The traditional problem for a megadonor to a non-profit is that they're so reliant on her beneficence that they're inevitably incentivized to pretzel themselves around pleasing her instead of around their putative goal.

Matching funds go part way to solving this issue: maybe the non-profit still couldn't survive without the mega-donor, but she can potentially improve their incentives and their outcomes by tying her donations to their ability to raise funds from others.

Back to media companies, you can easily imagine a "matching funds" donation for a media company:[^2] a wealthy supporter can promise that for every dollar the company brings in via subscriptions from paying companies, she will supplement with an added bonus. Like the Korean government subsidizing carmakers, the hope would be that her donations can shepherd them through their fragile infancy until they're able to stand strongly on their own two feet.

To make this more VERITAS-y, the donor should also taper her matching funds: she should say something like "I'll give you $5 for every dollar you raise elsewhere this year, then $3 for every dollar you raise elsewhere next year, then $1 for every dollar you raise elsewhere the year after; after that you're on your own, I promise not to give you more money even if it means you have to shut down."

Option 2: Tapered Topic Subsidies

Suppose you want more writing in the world about Topic X. You can start a magazine about X, or endow a section in a magazine.

But what if instead you just 1) created a list of eligible magazines, and then 2) paid an external bonus to any freelancer who successfully placed a piece in any of those magazines about Topic X?

Again, to be truly VERITAS, you would need to taper out the rewards: each writer gets $500 for their first such piece, $300 for their second, $100 for their third.
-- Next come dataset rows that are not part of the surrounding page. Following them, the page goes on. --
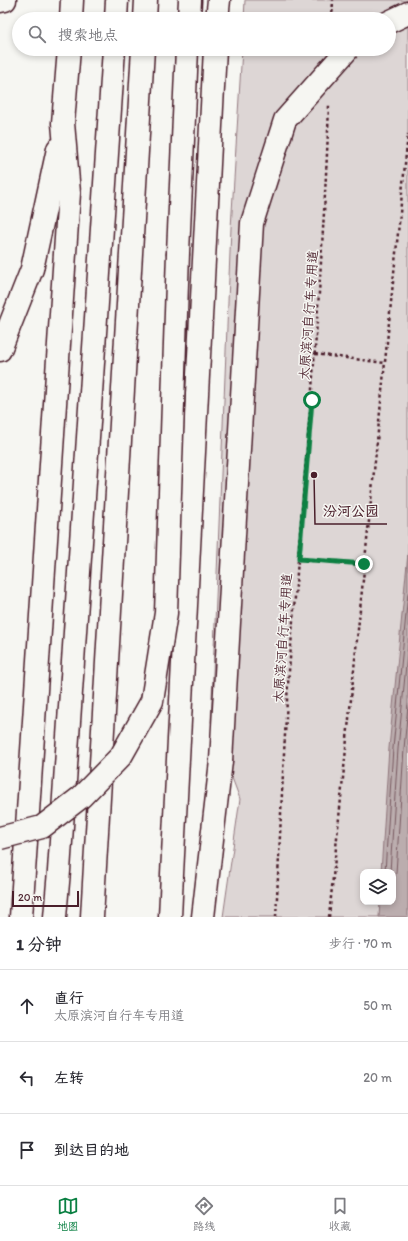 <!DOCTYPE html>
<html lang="zh">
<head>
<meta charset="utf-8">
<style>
	:root { --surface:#fff; --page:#f7f7f7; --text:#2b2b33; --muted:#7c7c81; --line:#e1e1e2; --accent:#0b8043 }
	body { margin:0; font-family:Itim,"LXGW WenKai TC",sans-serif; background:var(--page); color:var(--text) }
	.controls { position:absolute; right:12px; bottom:12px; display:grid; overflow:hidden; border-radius:8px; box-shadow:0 2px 6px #0003 }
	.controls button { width:36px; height:36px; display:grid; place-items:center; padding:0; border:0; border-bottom:1px solid var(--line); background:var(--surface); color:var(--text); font:20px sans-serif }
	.scale { position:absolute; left:12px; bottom:10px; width:67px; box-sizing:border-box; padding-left:4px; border:2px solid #4a1f2b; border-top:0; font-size:11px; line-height:14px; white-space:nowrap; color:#4a1f2b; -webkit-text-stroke:3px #f6f6f2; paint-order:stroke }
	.stop { position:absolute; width:12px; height:12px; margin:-9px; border:3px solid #0b8043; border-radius:50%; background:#fff }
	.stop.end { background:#0b8043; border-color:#fff; box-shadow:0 1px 4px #0008 }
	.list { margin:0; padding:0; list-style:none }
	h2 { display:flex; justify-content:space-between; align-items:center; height:52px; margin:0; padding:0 16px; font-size:17px }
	h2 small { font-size:13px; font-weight:400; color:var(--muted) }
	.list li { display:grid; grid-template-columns:26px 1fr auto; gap:12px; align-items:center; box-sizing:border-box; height:72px; padding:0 16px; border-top:1px solid var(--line) }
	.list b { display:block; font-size:15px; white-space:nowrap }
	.list p { margin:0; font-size:13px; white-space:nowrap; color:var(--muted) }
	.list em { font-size:13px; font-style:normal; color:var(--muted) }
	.icon { flex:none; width:22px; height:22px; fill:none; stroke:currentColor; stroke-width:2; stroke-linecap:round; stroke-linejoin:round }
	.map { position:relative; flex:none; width:408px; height:917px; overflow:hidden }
	.search { position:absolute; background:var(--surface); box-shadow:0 2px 6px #0003; left:12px; right:12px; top:12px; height:44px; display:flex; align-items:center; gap:10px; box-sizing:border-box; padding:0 14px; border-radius:22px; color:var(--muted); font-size:15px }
	.sheet { height:268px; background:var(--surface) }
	nav { display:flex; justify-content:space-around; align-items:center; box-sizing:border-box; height:56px; border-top:1px solid var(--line); background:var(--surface); font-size:11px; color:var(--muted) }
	nav a { display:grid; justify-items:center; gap:2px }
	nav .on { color:var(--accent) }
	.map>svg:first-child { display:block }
	.green { fill:#ddd6d5; stroke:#947a80; fill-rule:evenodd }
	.water { fill:#bbadae; stroke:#8e747a }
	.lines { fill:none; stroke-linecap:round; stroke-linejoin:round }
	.shore { stroke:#77585f; stroke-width:1 }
	.highway-casing { stroke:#4a1f2b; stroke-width:25 }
	.path { stroke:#4a1f2b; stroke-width:2.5; stroke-dasharray:3 3; stroke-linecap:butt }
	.highway { stroke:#f6f6f2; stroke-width:22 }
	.highway-bridge-casing { stroke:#4a1f2b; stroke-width:25; stroke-linecap:butt }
	.highway-bridge { stroke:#f6f6f2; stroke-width:22 }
	.route { stroke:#0b8043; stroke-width:5 }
	.labels { text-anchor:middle; stroke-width:3; stroke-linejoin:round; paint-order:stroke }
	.street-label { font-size:13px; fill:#4a1f2b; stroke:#f6f6f2 }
	.leader { fill:none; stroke:#4a1f2b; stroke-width:1.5 }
	.callout-dot { fill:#4a1f2b; stroke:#f6f6f2; stroke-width:1.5 }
	.callout-label { font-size:14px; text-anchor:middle; font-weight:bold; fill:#4a1f2b; stroke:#f6f6f2; stroke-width:3; stroke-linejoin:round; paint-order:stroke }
</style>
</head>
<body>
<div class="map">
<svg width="408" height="917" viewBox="0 0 408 917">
	<rect width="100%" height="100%" fill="#f6f6f2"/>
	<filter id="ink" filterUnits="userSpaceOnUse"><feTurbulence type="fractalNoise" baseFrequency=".025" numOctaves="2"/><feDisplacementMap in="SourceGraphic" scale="8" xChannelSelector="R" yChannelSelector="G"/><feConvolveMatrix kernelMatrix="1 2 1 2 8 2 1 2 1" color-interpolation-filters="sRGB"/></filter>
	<g filter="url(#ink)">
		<path class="green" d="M245 0H408V917H223L240 799 211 722 231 228 242 49H389V19H244ZM363 872H393V902H363Z"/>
		<path class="water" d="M408 553V917H379L380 902H393V872H381L389 748Z"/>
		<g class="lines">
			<g class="shore">
				<path d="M385 872 393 748 408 594"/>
				<path d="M390 872 398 749 408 644"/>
				<path d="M393 881 396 873 404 749 408 705"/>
			</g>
			<g class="highway-casing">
				<g id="highway">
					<path d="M0 1 5 0"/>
					<path d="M71 19 72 0"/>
					<path d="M116 19 117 0"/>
					<path d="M145 19 146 0"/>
					<path d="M189 19 190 0"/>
					<path d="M217 19 219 0"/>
					<path d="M389 22 408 13"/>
					<path d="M178 253 187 49"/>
					<path d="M0 350 32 269 58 149"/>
					<path d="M21 917 69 193 63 123 69 49"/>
					<path d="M55 917 59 871 114 49"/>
					<path d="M92 917 143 49"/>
					<path d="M170 917 172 874 215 49"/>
					<path d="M203 917 221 761"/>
				</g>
			</g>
			<g class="path">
				<path d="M332 19 333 0"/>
				<path d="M315 354 385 363"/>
				<path d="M299 559 364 564"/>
				<path d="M276 917C280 840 283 762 288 684 303 491 322 299 329 105"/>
				<path d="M329 917 408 134"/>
			</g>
			<use href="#highway" class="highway"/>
			<g class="highway-bridge-casing">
				<g id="highway-bridge">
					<path d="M221 761 252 223 285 120 348 49"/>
					<path d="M0 838 42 827 81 797 121 756 152 701 166 613 178 253"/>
				</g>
			</g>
			<use href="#highway-bridge" class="highway-bridge"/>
		</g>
	</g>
	<g class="lines" filter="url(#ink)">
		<path class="route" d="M312 400 299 559 364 564"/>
	</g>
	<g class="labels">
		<g class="street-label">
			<text transform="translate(308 315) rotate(-86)" y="5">太原滨河自行车专用道</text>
			<text transform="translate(282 638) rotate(-86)" y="5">太原滨河自行车专用道</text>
		</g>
	</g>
	<path class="leader" d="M314 475L315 524H387"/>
	<circle class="callout-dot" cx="314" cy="475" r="4"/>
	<g class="callout-label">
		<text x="351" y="516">汾河公园</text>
	</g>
</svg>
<div class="controls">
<button><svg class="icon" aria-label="layers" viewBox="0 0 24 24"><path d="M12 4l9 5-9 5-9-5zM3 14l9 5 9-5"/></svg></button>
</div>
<div class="scale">20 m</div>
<div class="stop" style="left:312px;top:400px"></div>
<div class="stop end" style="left:364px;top:564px"></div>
<div class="search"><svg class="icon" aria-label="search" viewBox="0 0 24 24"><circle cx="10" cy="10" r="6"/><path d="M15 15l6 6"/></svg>搜索地点</div>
</div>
<section class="sheet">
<h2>1 分钟<small>步行 · 70 m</small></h2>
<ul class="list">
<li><svg class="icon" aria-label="ahead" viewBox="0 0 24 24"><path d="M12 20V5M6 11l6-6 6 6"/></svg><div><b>直行</b><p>太原滨河自行车专用道</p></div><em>50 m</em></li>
<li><svg class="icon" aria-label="left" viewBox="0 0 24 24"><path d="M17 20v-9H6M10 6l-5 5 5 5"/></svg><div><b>左转</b></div><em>20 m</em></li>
<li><svg class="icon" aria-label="arrive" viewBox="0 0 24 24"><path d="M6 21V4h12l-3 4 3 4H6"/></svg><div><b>到达目的地</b></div></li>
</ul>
</section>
<nav>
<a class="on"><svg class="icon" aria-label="map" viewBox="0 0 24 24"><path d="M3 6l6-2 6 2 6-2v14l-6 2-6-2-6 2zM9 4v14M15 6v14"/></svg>地图</a>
<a><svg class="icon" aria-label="directions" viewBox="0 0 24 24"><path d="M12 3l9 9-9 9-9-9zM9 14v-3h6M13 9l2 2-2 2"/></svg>路线</a>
<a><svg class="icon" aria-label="saved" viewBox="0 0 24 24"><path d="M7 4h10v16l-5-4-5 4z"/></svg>收藏</a>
</nav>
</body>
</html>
But since it's very possible as a freelancer to spend 20+ hours of work on a piece and get paid $300 for it, you could very meaningfully change the incentives of freelancers to cover your topics.
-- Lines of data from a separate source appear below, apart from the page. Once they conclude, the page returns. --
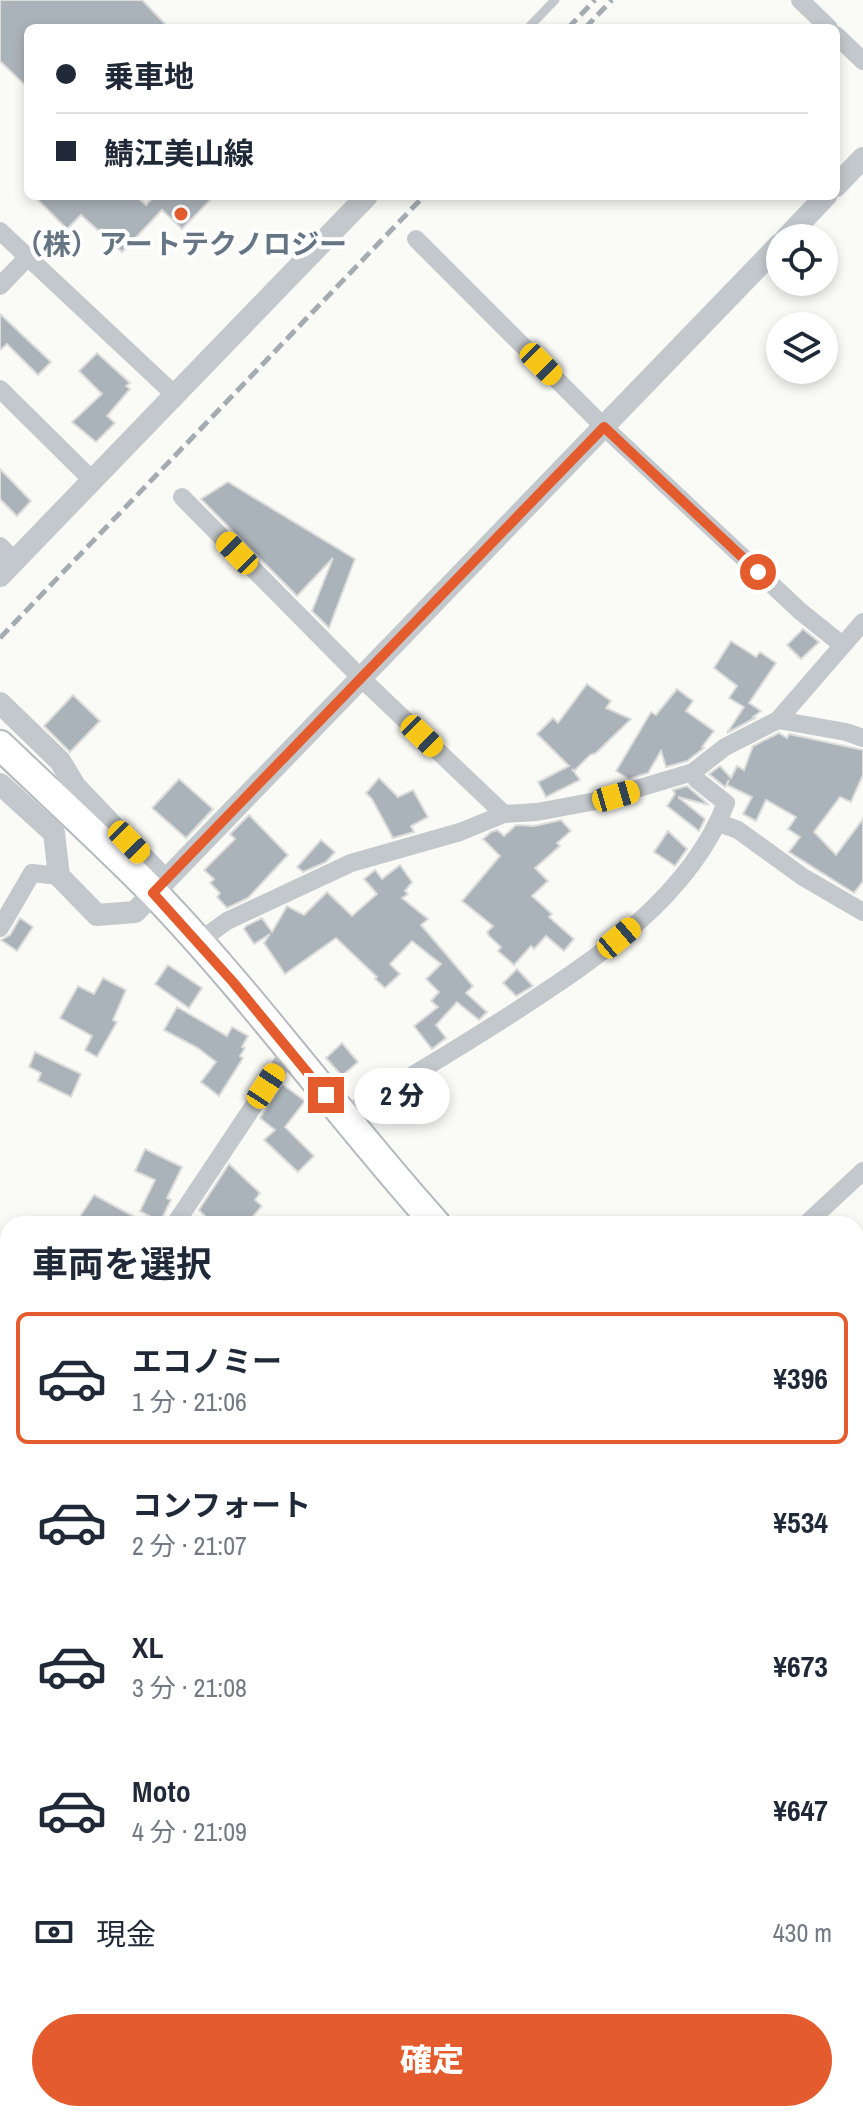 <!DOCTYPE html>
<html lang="ja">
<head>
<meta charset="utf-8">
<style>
	body { margin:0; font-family:"Archivo Narrow","Noto Sans JP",sans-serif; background:#f6f6f7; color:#1f2937; height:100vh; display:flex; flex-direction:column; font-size:30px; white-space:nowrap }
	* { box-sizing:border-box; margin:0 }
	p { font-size:26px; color:#747a83 }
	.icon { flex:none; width:44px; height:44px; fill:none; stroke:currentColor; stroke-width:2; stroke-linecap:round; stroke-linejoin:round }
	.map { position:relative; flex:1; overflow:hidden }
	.details { position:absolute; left:0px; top:1216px; width:864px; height:906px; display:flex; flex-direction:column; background:#fff; border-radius:24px 24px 0 0; box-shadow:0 4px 12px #0003 }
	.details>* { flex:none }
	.guide { position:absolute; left:24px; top:24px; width:816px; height:176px; border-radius:12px; box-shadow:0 4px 12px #0003; display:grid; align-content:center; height:176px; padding:0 32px; background:#fff }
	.controls { position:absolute; left:766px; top:224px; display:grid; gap:16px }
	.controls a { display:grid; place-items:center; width:72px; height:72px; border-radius:50%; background:#fff; box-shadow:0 4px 12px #0003; font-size:40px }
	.end { position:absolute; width:36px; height:36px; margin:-18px; border:10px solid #e45c2d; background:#fff; box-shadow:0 0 0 4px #fff }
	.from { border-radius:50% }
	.bubble { position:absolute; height:56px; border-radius:28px; background:#fff; box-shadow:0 4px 12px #0003; font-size:26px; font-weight:800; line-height:56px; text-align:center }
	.car { position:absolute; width:24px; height:48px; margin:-24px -12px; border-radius:10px; box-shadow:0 0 6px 2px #0007; background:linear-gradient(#f5c518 24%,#345 0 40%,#f5c518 0 76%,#345 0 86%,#f5c518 0) }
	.guide b { display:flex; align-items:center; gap:28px; height:76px; font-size:30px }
	.guide b+b { border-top:2px solid #e0e1e3 }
	.guide i { width:20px; height:20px; background:#1f2937 }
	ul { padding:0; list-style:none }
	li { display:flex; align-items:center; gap:24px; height:132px; margin:0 16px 12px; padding:0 16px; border:4px solid transparent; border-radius:12px }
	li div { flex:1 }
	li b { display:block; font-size:30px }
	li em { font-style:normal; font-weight:800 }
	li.selected { border-color:#e45c2d }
	li>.icon { width:72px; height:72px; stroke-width:1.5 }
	h2 { padding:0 32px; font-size:36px; line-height:96px }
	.pay { display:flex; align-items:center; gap:20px; height:88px; padding:0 32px; font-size:30px }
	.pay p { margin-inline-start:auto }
	.cta { display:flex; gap:16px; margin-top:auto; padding:16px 32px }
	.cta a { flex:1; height:92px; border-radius:48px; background:#e45c2d; color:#fff; font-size:32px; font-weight:800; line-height:92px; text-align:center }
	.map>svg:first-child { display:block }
	.building { fill:#aab3b9; stroke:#dcdcda; stroke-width:2 }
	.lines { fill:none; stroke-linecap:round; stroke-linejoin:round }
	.primary-casing { stroke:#b5babe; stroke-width:32 }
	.service { stroke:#c3c8cc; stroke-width:9 }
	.minor { stroke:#c3c8cc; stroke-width:18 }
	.tertiary { stroke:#c3c8cc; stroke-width:22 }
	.primary { stroke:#fff; stroke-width:28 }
	.rail { stroke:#a4abb1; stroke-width:5; stroke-dasharray:12 6; stroke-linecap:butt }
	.route { stroke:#e45c2d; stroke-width:10 }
	.poi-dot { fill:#e45c2d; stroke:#fff; stroke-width:3 }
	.labels { text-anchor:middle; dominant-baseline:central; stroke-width:8; stroke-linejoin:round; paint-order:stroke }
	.poi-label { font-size:28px; font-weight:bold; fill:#657583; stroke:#fff }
</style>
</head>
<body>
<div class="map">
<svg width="863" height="2121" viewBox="0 0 863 2121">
	<rect width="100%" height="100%" fill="#fafaf7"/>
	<g class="building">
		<polygon points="0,0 142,0 169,28 28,28 28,88 0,61"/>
		<polygon points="34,196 136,196 146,205 151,200 148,196 214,196 182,229 162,210 122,252 81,215 67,229"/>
		<polygon points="0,314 51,362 38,375 7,344 0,350"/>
		<polygon points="97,353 130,383 126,386 130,389 107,416 115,423 96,442 72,422 102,394 79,371"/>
		<polygon points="0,469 31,501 17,516 0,499"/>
		<polygon points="228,482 355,559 329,628 312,611 333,558 297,596 201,499"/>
		<polygon points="803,629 819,642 801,659 787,645"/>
		<polygon points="731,641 756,657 760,652 776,663 749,703 761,711 753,717 755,718 727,733 744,707 729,698 737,686 714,668"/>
		<polygon points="587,684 611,701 606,708 631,719 596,753 590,755 574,771 572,769 580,780 546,797 538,782 569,766 537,734 553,718 558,723"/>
		<polygon points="677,689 693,701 686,711 714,731 702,747 704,748 687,761 666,767 661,751 648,773 629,779 616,771 651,712 656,715"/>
		<polygon points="73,695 100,721 70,752 44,726"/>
		<polygon points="779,733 787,738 789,734 863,750 863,775 851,802 840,797 814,832 836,855 863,819 863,881 854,893 789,852 800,837 788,829 796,817 766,800 756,821 743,814 752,797 727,785 729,780 725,787 709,774 720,766 731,778 737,766 744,770 753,746"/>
		<polygon points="379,778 398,797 413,790 428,817 411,826 414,832 393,838 372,799 366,793"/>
		<polygon points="179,779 213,809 186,838 152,808"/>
		<polygon points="687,786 709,805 678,797 705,819 699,831 667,806 675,794 673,790"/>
		<polygon points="249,815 288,855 248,898 227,908 217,897 220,893 210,883 214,879 204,870 235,839 230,834"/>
		<polygon points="561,820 571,831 557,843 560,846 535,868 548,881 532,896 552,914 549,917 574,939 564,951 546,936 534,949 531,946 514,965 498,951 501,947 489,936 487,932 493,926 462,901 500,856 483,839 491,832 497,830 504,836 516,825 534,826"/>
		<polygon points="668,831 687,849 675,866 654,852"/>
		<polygon points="321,840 335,852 326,862 303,872 297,867"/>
		<polygon points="400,865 412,882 405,891 408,894 402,898 428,919 421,925 473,986 466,993 487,1012 479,1020 457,1002 436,1025 446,1038 432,1049 414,1026 438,1007 431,1001 439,992 426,979 441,964 412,941 390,964 400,974 385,988 375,979 377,977 336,938 285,974 264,943 270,934 254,944 244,929 246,926 262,918 272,932 287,906 304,915 327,892 352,916 377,894 364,879 375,870 382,879"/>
		<polygon points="20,918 33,927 17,951 1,940 10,935"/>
		<polygon points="168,965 202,988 189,1008 155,984"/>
		<polygon points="517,969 533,986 516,996 503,983"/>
		<polygon points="103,978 126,990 113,1020 117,1022 97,1057 85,1050 92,1036 60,1018 78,986 94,994"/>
		<polygon points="177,1007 227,1036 232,1027 248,1036 242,1047 245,1048 240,1056 243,1058 219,1096 201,1082 216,1062 198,1048 164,1030"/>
		<polygon points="342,1043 358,1062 342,1076 326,1058"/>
		<polygon points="35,1052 81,1074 71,1097 38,1081 41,1073 29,1067"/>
		<polygon points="282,1084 305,1101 285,1127 314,1156 298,1172 264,1140 275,1130 260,1118"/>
		<polygon points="145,1149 182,1167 167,1198 171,1200 160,1222 140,1211 155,1180 135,1171"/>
		<polygon points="229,1164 260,1193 255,1200 262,1206 246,1224 199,1224 206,1217 199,1210"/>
		<polygon points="94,1195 148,1224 75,1224"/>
	</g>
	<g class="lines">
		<defs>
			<g id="primary">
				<path d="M0 745C51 794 104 842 153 892 254 997 339 1116 436 1224"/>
				<polyline points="856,1662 863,1669"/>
			</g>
		</defs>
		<use href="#primary" class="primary-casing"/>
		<polyline class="service" points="528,28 555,0"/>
		<g class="minor">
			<polyline points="800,0 829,28"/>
			<polyline points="836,35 863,61"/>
			<polyline points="0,231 175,395"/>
			<polyline points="416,239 604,427 800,611 841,644"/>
			<polyline points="0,286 28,257"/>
			<polyline points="0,389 92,480"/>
			<polyline points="182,497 361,678 504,814"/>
			<polyline points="0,546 15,561"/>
			<polyline points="778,720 846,732 863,738"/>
			<polyline points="719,823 738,830 803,877 863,912"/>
			<polyline points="0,928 32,873 59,876"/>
			<polyline points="198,942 227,921 351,863 460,832 504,814 537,812 596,801 693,772 725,747 778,720 863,622"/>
			<path d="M344 1116C402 1082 460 1047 516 1011 597 958 690 897 726 803L697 780 693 772"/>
			<polyline points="175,1224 290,1051"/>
			<polyline points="806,1224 863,1171"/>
			<polyline points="0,1518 8,1504"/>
			<polyline points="856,1566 863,1558"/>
			<polyline points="0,1617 8,1621"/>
			<polyline points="0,1689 8,1677"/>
			<polyline points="0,2093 8,2097"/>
			<polyline points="42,2114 55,2121"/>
			<polyline points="97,2121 101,2114"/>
			<polyline points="380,2121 384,2114"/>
		</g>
		<g class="tertiary">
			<polyline points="836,186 863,158"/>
			<polyline points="786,238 826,196"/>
			<polyline points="0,576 367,196"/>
			<polyline points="0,703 60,761 75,786 165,880"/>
			<polyline points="0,784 54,833 59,876 97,915 135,912 780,244"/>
			<polyline points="856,1785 863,1778"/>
			<polyline points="537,2121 542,2114"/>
		</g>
		<use href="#primary" class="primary"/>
		<g class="rail">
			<polyline points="568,28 595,0"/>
			<polyline points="585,28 612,0"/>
			<polyline points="0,638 424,196"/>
		</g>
	</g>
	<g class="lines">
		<polyline class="route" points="326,1095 233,982 153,893 604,427 758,572"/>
	</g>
	<circle class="poi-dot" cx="181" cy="214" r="8"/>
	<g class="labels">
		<g class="poi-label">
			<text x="181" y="244">（株）アートテクノロジー</text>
		</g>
	</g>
</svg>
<div class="controls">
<a><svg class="icon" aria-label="locate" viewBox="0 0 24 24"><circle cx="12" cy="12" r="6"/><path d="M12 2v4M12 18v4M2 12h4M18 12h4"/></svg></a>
<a><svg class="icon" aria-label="layers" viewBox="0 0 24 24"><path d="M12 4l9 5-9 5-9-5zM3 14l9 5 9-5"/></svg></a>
</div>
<i class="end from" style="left:758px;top:572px"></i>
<i class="end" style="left:326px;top:1095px"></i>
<div class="bubble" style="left:354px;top:1068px;width:96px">2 分</div>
<i class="car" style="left:541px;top:364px;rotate:135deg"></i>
<i class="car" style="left:237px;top:553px;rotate:316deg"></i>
<i class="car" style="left:422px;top:736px;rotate:134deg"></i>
<i class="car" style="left:616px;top:796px;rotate:74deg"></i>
<i class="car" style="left:129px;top:842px;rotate:136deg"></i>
<i class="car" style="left:619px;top:938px;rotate:50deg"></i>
<i class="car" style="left:266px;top:1086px;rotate:33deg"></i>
<div class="guide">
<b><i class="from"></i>乗車地</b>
<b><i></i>鯖江美山線</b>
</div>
<section class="details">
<h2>車両を選択</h2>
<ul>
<li class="selected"><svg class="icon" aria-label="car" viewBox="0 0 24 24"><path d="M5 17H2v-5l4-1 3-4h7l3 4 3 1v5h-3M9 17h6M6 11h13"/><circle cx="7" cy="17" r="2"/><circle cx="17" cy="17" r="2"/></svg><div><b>エコノミー</b><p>1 分 · 21:06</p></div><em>¥396</em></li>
<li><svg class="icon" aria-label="car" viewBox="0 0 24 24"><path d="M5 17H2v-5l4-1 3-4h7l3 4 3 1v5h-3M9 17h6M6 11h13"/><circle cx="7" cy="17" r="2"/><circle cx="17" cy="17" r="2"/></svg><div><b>コンフォート</b><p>2 分 · 21:07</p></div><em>¥534</em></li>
<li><svg class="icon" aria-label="car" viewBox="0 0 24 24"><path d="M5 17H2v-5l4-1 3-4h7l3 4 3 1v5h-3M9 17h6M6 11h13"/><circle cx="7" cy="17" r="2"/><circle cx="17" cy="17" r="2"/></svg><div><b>XL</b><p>3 分 · 21:08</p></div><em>¥673</em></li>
<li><svg class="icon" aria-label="car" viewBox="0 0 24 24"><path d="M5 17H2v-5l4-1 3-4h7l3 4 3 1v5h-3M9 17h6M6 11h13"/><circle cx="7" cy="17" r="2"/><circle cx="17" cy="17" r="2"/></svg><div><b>Moto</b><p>4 分 · 21:09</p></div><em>¥647</em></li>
</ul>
<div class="pay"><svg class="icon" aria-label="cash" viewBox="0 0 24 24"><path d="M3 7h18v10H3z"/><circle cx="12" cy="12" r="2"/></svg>現金<p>430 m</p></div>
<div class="cta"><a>確定</a></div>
</section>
</div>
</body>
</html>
How would magazines feel about this? I'm not sure, and it would be tricky. Would this be seen as a kind of improper editorial intervention? Clearly you're "allowed" to start an annual prize for The Best Writing On Given Topic, so you can imagine morphing that into an annual prize for many pieces on that topic, to a monthly prize, to... just giving money to everyone who writes about those topics in a major outlet.


[^1]: In short: the problem is that, in complicated industries like car-making, inexperienced companies can't realistically compete on a level playing field with experienced rivals – it's kind of like the "you need experience to get experience" problem in post-college job-hunting.

Developing countries are in a bind: their local firms have no experience, and can't compete equally with experienced firms abroad.

Some countries just never subsidized their local carmakers; they ended up with no local carmakers, because there was no way for local manufacturers to get good enough to compete with (literal and metonymic) Toyota.

Other countries gave unconditional subsidies to domestic carmakers, and/or erected trade barriers that forced local people to only buy these domestic cars. But these countries ended up with bad carmakers, because the local favorites got lots of money with no incentive to create a quality product.

The Korean industrial policy genius was to subsidize its infant industrialists if and only if they managed to sell their products abroad on open markets to people who had no need to buy Korean. Perhaps the Korean cars weren't amazing at first, and wouldn't be competitive at their true market price, but they had to be good-enough that foreigners would freely choose to buy them at a Korean Government-subsidized price. And that bar kept rising every year, because the carmakers knew that the subsidy amounts would keep tapering as the young infant industries grew up.